(What you have to do):
Find all lines with the word "lineWidth" in the material, then copy them.
---------- Data
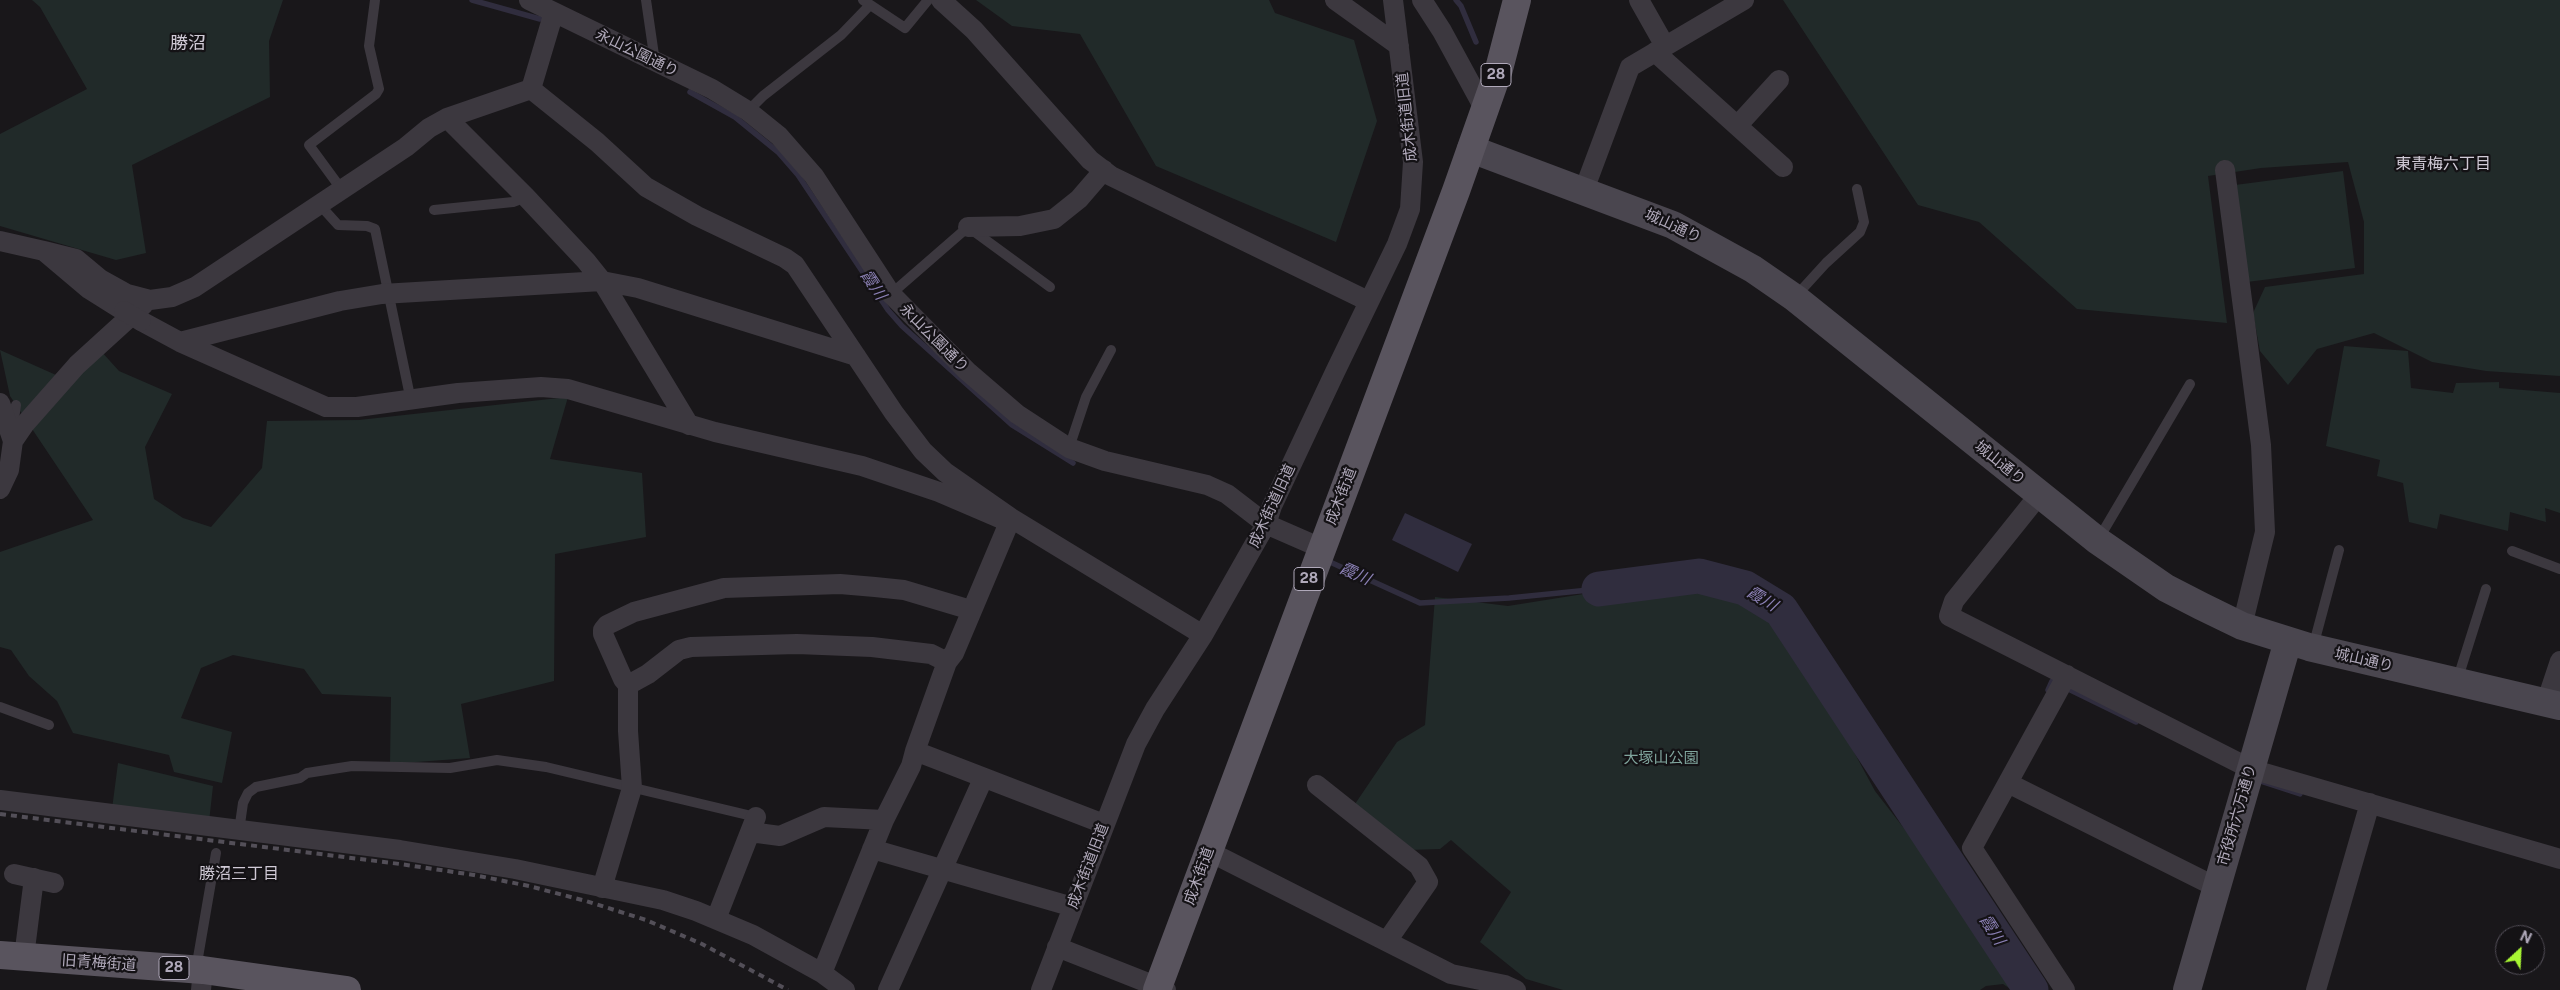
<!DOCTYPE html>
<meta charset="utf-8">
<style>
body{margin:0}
#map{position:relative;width:2560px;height:990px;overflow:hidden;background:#19171a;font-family:"Public Sans",sans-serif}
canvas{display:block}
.north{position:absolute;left:2495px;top:925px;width:50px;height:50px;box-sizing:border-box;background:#141215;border:1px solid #524e57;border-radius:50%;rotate:25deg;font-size:14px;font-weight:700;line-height:20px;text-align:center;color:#b0a9ba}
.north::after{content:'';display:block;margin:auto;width:18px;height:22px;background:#a8f633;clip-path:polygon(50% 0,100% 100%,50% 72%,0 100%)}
</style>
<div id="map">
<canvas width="2560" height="990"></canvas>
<div class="north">N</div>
</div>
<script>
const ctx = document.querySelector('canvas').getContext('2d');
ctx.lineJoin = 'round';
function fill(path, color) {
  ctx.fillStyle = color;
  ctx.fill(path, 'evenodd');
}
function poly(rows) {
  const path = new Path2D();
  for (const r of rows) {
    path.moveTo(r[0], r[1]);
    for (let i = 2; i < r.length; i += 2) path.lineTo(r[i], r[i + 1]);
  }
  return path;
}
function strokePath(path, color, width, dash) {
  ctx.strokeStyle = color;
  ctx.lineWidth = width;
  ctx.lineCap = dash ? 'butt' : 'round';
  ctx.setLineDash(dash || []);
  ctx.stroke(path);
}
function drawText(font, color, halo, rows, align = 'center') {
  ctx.font = font + ' "Public Sans","Noto Sans JP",sans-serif';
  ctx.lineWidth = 4.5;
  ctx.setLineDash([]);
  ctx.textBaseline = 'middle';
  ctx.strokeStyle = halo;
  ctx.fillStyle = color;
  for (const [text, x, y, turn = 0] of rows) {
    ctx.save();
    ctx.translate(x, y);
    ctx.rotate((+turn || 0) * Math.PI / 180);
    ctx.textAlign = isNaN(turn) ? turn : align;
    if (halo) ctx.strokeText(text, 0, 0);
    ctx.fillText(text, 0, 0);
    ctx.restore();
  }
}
const green = poly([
 [32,0,283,0,269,41,270,97,132,165,146,253,116,260,0,226,0,134,87,89,40,7],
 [976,0,1269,0,1275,13,1354,40,1377,121,1336,242,1156,166,1080,34,1012,26],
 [1783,0,2560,0,2560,376,2486,371,2432,362,2374,333,2317,349,2288,385,2260,351,2253,313,2265,287,2364,274,2364,222,2348,162,2261,168,2208,176,2227,323,2077,309,1979,222,1918,205],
 [2343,171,2355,268,2247,282,2235,185],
 [91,340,119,371,172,394,145,447,154,499,183,518,211,527,262,468,267,421,359,420,568,397,550,459,642,473,646,537,555,554,554,681,461,704,470,758,390,764,391,697,322,694,304,669,233,655,201,668,181,718,232,732,222,783,174,772,169,755,73,733,57,701,29,676,11,650,0,647,0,552,93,520,10,396,0,350,56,375],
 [2344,346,2408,351,2411,388,2453,393,2456,383,2499,382,2499,388,2560,393,2560,513,2545,508,2546,522,2510,512,2508,531,2440,514,2437,529,2409,522,2403,483,2377,476,2380,460,2326,446],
 [1709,574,1745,588,1779,613,1875,791,2027,987,2024,990,2012,990,2003,984,1986,986,1980,990,1563,990,1526,979,1480,942,1511,892,1451,840,1440,849,1407,850,1355,804,1397,742,1425,725,1435,597,1508,606],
 [118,763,213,786,209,822,112,809]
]);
const water = poly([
 [1405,513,1472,544,1458,572,1392,540]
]);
const stream = poly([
 [472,0,540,19],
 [1456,0,1461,6,1476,42],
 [690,92,735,117,778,152,798,175,888,310,902,326,1012,425,1073,463],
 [1330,562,1420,603,1509,598,1599,589],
 [2048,690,2052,681,2136,722],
 [2254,779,2300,794]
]);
const river = poly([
 [1599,589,1699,576,1745,588,1781,610,2031,990]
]);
const lane = poly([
 [646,0,655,62],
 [863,0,905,28,928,0],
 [748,111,763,96,841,35,870,5],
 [342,190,309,145,376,94,379,89,369,46,375,0],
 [319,204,338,225,367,226,375,229,411,401],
 [434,210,513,202,526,197],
 [891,294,968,227,1050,287],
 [1795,297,1826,263,1860,232,1864,222,1857,189],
 [13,426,16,405],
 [1069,448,1086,397,1111,350],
 [2098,540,2190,384],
 [2512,551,2560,569],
 [2313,647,2339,550],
 [2457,681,2486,589],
 [0,707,49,725],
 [239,831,243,803,248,793,256,787,300,778,307,773,352,766,450,768,497,760,546,767,756,817],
 [196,969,216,853]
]);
const street = poly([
 [529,0,712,89,748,111,779,136,814,176,891,294,967,371,1017,414,1069,448,1105,461,1207,485,1227,494,1266,524,1321,548],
 [941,0,974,30,1090,160,1111,176,1368,301],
 [1335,0,1399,46],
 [1422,0,1442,31,1485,110],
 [1639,0,1665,46],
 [1655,52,1783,167],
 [531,89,597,142,646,187,697,216,785,258,795,265,894,413,923,451,945,472,1011,518,1203,635],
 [447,118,526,197,586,261,602,281,689,425],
 [1738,125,1779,80],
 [2225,170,2261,445,2265,532,2242,626],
 [1584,190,1630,67,1744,0],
 [968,227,1020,226,1054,219,1079,199,1104,170],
 [0,241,44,251,89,289,124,311],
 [44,251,76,259,100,279,127,294,150,300,172,297,195,287,406,147,429,128,447,118,531,89,554,12],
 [141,321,180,342,326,407,357,407,458,393,541,387,568,389,715,432,862,466,939,492,1009,522],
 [180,342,340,301,382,294,602,281,638,288,856,356],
 [0,403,13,441,9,470,0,489],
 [13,441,24,425,77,365,144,304],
 [2039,495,1954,601,1949,616,2251,769,2560,859],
 [947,662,954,653,1011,518],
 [628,685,648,674,679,650,691,647,797,644,872,647,931,654,947,662,915,751,1104,824],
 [2546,703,2560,661],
 [2008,783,2216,887],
 [1317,785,1419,866,1428,882,1387,941],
 [0,800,400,850,515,869,663,900,696,911,753,935,822,973,845,990],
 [750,832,780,836,824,817,884,820],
 [872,849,1073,907],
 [1208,851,1451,974,1505,985,1516,990],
 [14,874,54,883],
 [602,888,632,788,628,731,628,685,623,679,603,634,603,630,607,625,634,612,724,588,840,584,875,587,904,590,971,610],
 [716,919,756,817],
 [1057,947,1166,990],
 [24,957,34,878],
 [822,973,884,820,911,766,915,751],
 [201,990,203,970],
 [888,990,983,779],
 [1041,990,1136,744,1155,709,1203,635,1266,524,1272,506,1335,372,1397,244,1410,209,1413,162,1393,0],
 [2065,990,1972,848,2067,675],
 [2316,990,2370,803]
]);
const secondary = poly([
 [1471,149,1673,225,1753,269,1795,298,2098,541,2166,588,2201,606,2242,626,2309,647,2560,706],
 [2187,990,2288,641]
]);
const primary = poly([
 [0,955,203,970,347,990],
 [1157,990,1456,191,1499,69,1517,0]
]);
const rail = poly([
 [0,814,400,864,474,875,529,886,586,901,646,920,702,944,788,990]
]);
const streetBridge = poly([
 [124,311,141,321]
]);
const shields = [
 [1496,75,30],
 [1309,579,30],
 [174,968,30]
];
const shieldNames = [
 ["28",1496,75],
 ["28",1309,579],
 ["28",174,968]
];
const streetNames = [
 ["永山公園通り",637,53,26],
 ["成木街道旧道",1407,117,-96],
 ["城山通り",1673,226,25],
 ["永山公園通り",934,338,45],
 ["城山通り",2000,463,39],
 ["成木街道",1341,496,-69],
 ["成木街道旧道",1272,506,-65],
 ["城山通り",2364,660,13],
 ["市役所六万通り",2237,815,-74],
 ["成木街道旧道",1088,866,-69],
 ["成木街道",1199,876,-70],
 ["旧青梅街道",99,963,4]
];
const parkNames = [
 ["大塚山公園",1661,758]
];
const neighbourhoodNames = [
 ["東青梅六丁目",2443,164],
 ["勝沼三丁目",239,874]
];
const waterNames = [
 ["霞川",873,285,56],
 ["霞川",1355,574,24],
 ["霞川",1762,599,31],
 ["霞川",1992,930,57]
];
const quarterNames = [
 ["勝沼",188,43]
];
fill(green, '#212a29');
fill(water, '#302d3e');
strokePath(stream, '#302d3e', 5.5);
strokePath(river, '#302d3e', 35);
strokePath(lane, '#3c383f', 10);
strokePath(street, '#3c383f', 20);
strokePath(secondary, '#4a464f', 28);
strokePath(primary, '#59545e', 28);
strokePath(rail, '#534f58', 4, [6, 5]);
strokePath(streetBridge, '#3c383f', 20);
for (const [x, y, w] of shields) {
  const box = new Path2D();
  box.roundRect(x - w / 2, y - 11.5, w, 23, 4);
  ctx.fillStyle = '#141215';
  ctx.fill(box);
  strokePath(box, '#b0a9ba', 1);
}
drawText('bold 14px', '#b0a9ba', null, shieldNames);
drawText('15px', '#b0a9ba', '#141215', streetNames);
drawText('15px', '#80a59d', '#141215', parkNames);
drawText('16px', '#d0cad6', '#141215', neighbourhoodNames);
drawText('italic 16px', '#8b80b5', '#141215', waterNames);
drawText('18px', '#d0cad6', '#141215', quarterNames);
</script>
--------------------
(The completed task):
  ctx.lineWidth = width;
  ctx.lineWidth = 4.5;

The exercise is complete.